If any action, suit or proceeding shall be brought against the Company, any of
its directors or officers or any such controlling person based on the
Preliminary Offering Memorandum or the Offering Memorandum, or any amendment or
supplement thereto, and in respect of which indemnity may be sought against any
Initial Purchaser pursuant to this paragraph (c), such Initial Purchaser shall
have the rights and duties given to the Company by paragraph (b) above (except
that if the Company shall have assumed the defense thereof such Initial
Purchaser shall not be required to do so, but may employ separate counsel
therein and participate in the defense thereof, but the fees and expenses of
such counsel shall be at such Initial Purchaser's expense), and the Company, its
directors and officers and any such controlling person shall have the rights and
duties given to the Initial Purchasers by paragraph (b) above.

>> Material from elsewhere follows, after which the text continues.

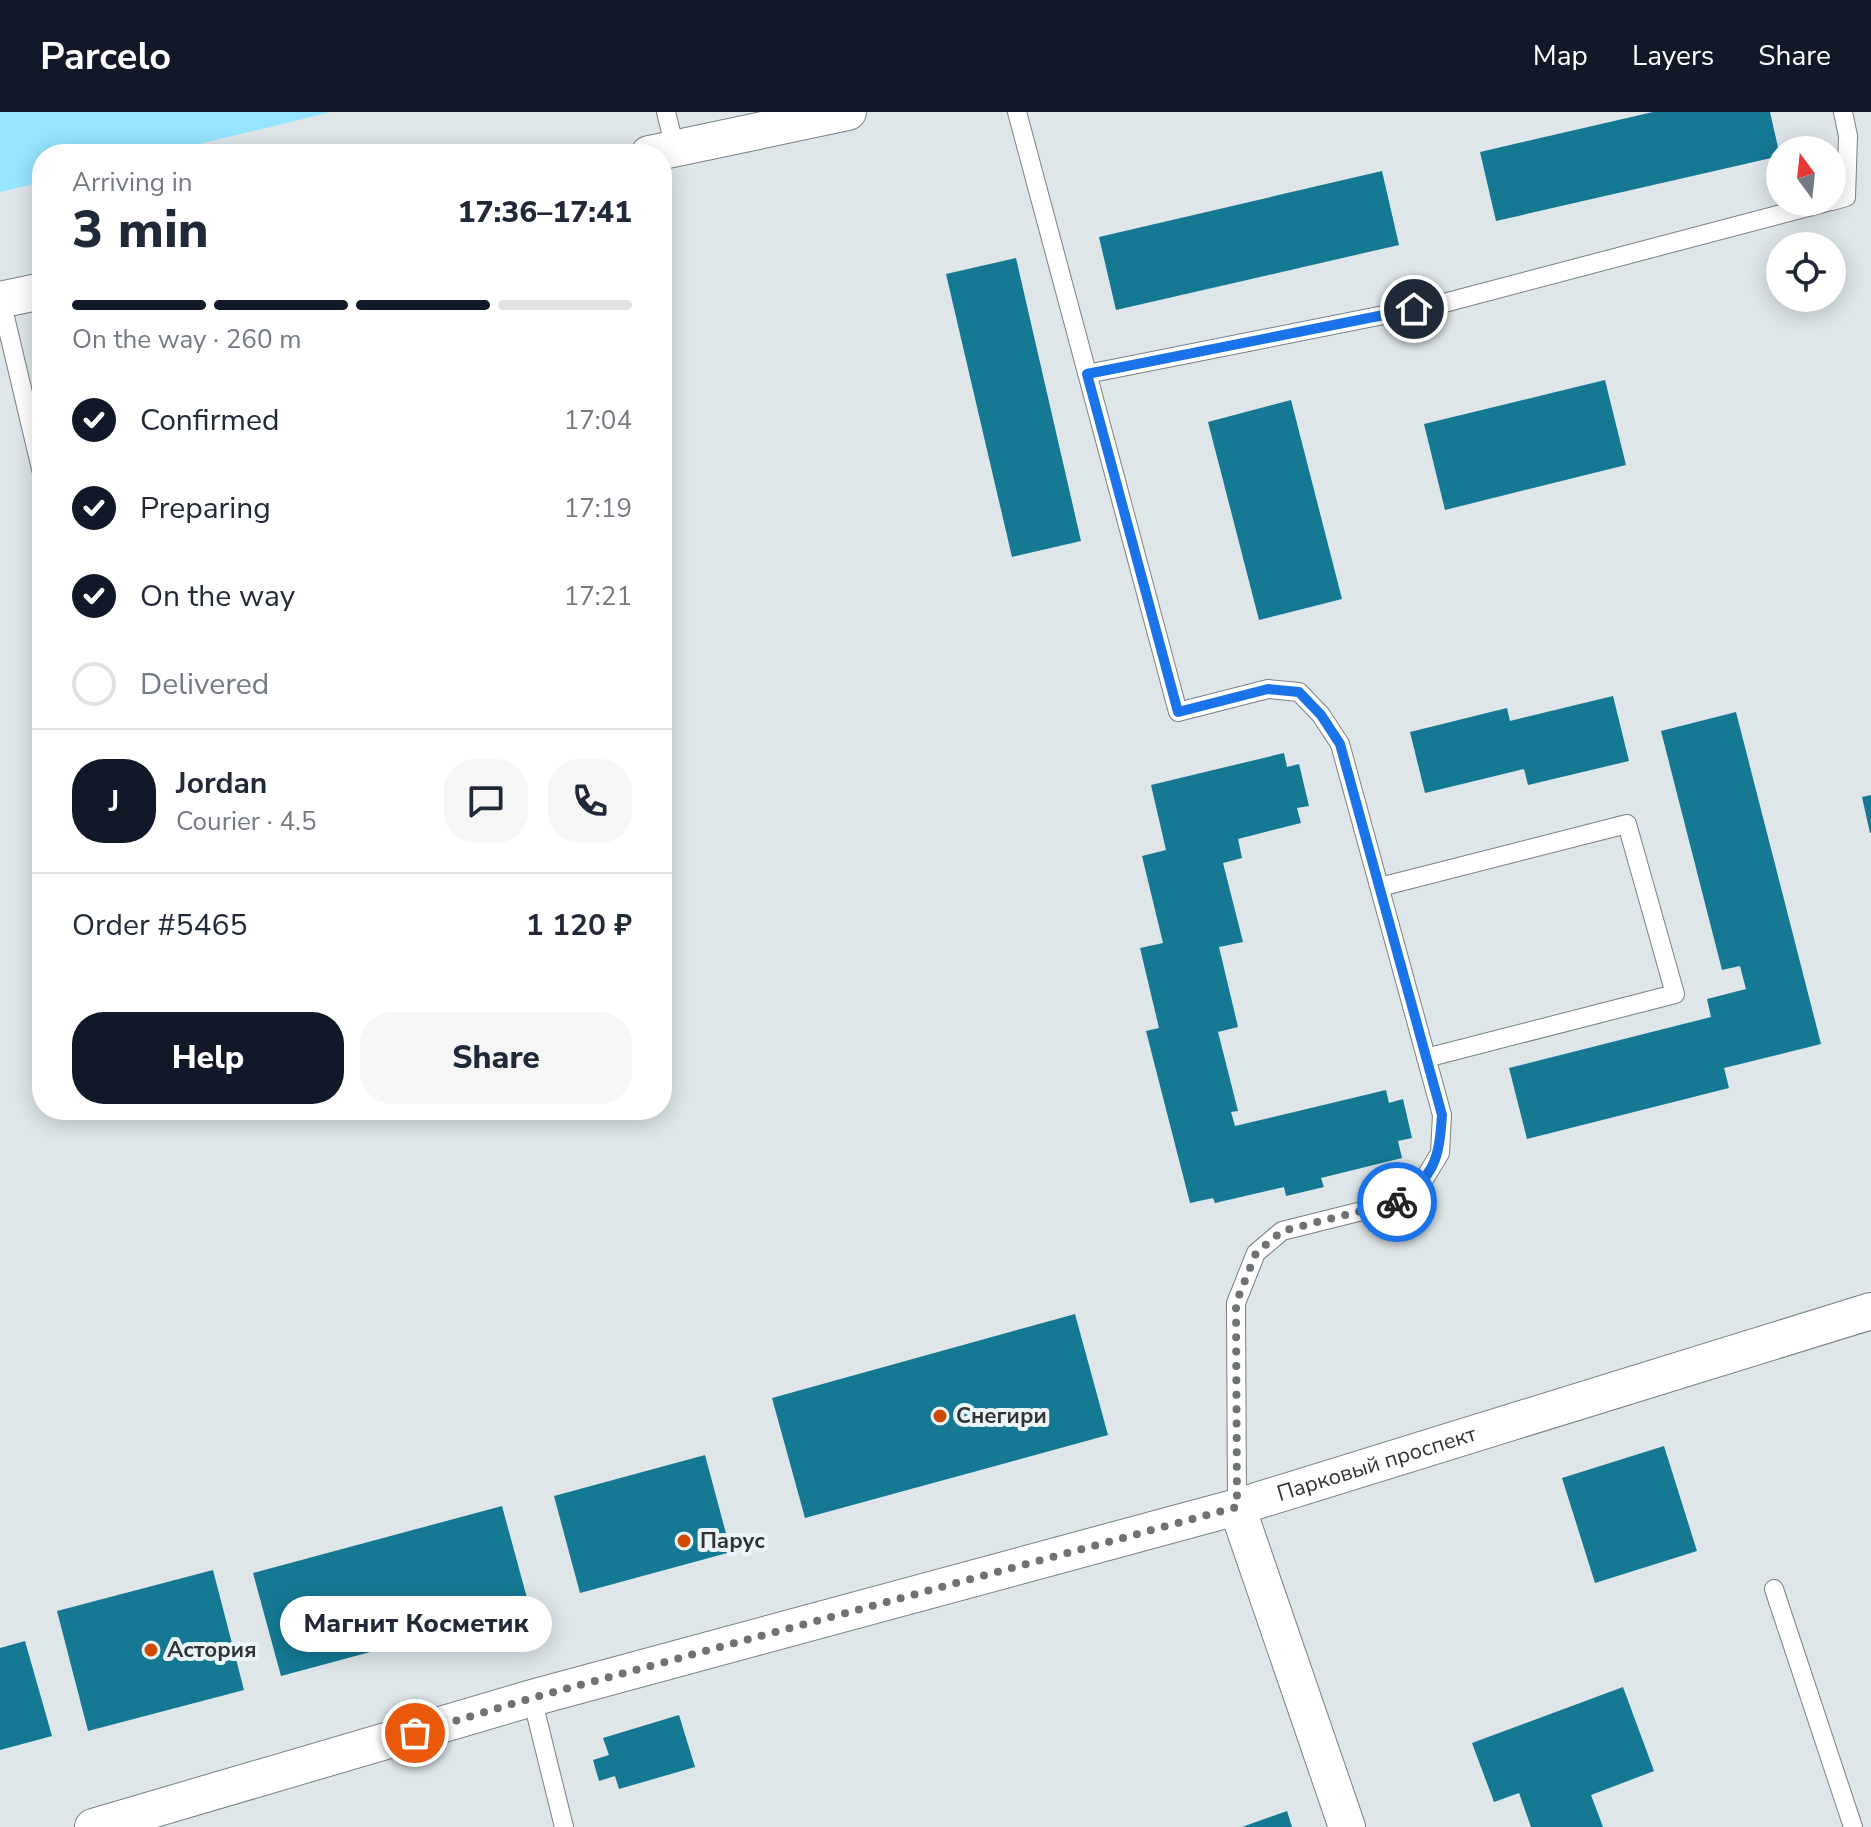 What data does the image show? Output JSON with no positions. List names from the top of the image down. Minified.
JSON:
{"streets":{"street":["Парковый проспект"]},"places":["Снегири","Парус","Астория","Магнит Косметик"],"north":"top","page":{"header":"Parcelo","nav":["Map","Layers","Share"],"heading":["3 min","Arriving in","17:36–17:41"],"panel":["Jordan","Courier · 4.5","Order #5465","1 120 ₽"],"bar":"On the way · 260 m","list":[["Confirmed","17:04"],["Preparing","17:19"],["On the way","17:21"],"Delivered"],"round":"J","buttons":["Help","Share"],"bubble":"Магнит Косметик"}}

The foregoing
indemnity agreement shall be in addition to any liability which the Initial
Purchasers may otherwise have.
(d) If the indemnification provided for in this Section 6 is
unavailable to an indemnified party under paragraphs (a) or (c) hereof in
respect of any losses, claims, damages, liabilities or expenses referred to
therein, then an indemnifying party, in lieu of indemnifying such indemnified
party, shall contribute to the amount paid or payable by such indemnified party
as a result of such losses, claims, damages, liabilities or expenses (i) in such
proportion as is appropriate to reflect the relative benefits received by the
Company on the one hand and the Initial Purchasers on the other hand from the
offering of the Debentures, or (ii) if the allocation provided by clause (i)
above is not permitted by applicable law, in such proportion as is appropriate
to reflect not only the relative benefits referred to in clause (i) above but
also the relative fault of the Company on the one hand and the Initial
Purchasers on the other hand in connection with the statements or omissions that
resulted in such losses, claims, damages, liabilities or expenses, as well as
any other relevant equitable considerations. The relative benefits received by
the Company on the one hand and the Initial Purchasers on the other hand shall
be deemed to be in the same proportion as the total net proceeds from the
offering (before deducting expenses) received by the Company bear to the total
discounts and commissions received by the Initial Purchasers, in each case as
set forth in the table on the cover page of the Offering Memorandum; provided
that, in the event that the Initial Purchasers shall have purchased any
Additional Debentures hereunder, any determination of the relative benefits
received by the Company and the Initial Purchasers from the offering of the
Debentures shall include the net proceeds (before deducting expenses) received
by the Company, and the discounts and commissions received by the Initial
Purchasers, from the sale of such Additional Debentures, in each case computed
on the basis of the respective amounts set forth in the notes to the table on
the cover page of the Offering Memorandum. The relative fault of the Company on
the one hand and the Initial Purchasers on the other hand shall be determined by
reference to, among other things, whether the untrue or alleged untrue statement
of a material fact or the omission or alleged omission to state a material fact
relates to information supplied by the Company on the one hand or by the Initial
Purchasers on the other hand and the parties' relative intent, knowledge, access
to information and opportunity to correct or prevent such statement or omission.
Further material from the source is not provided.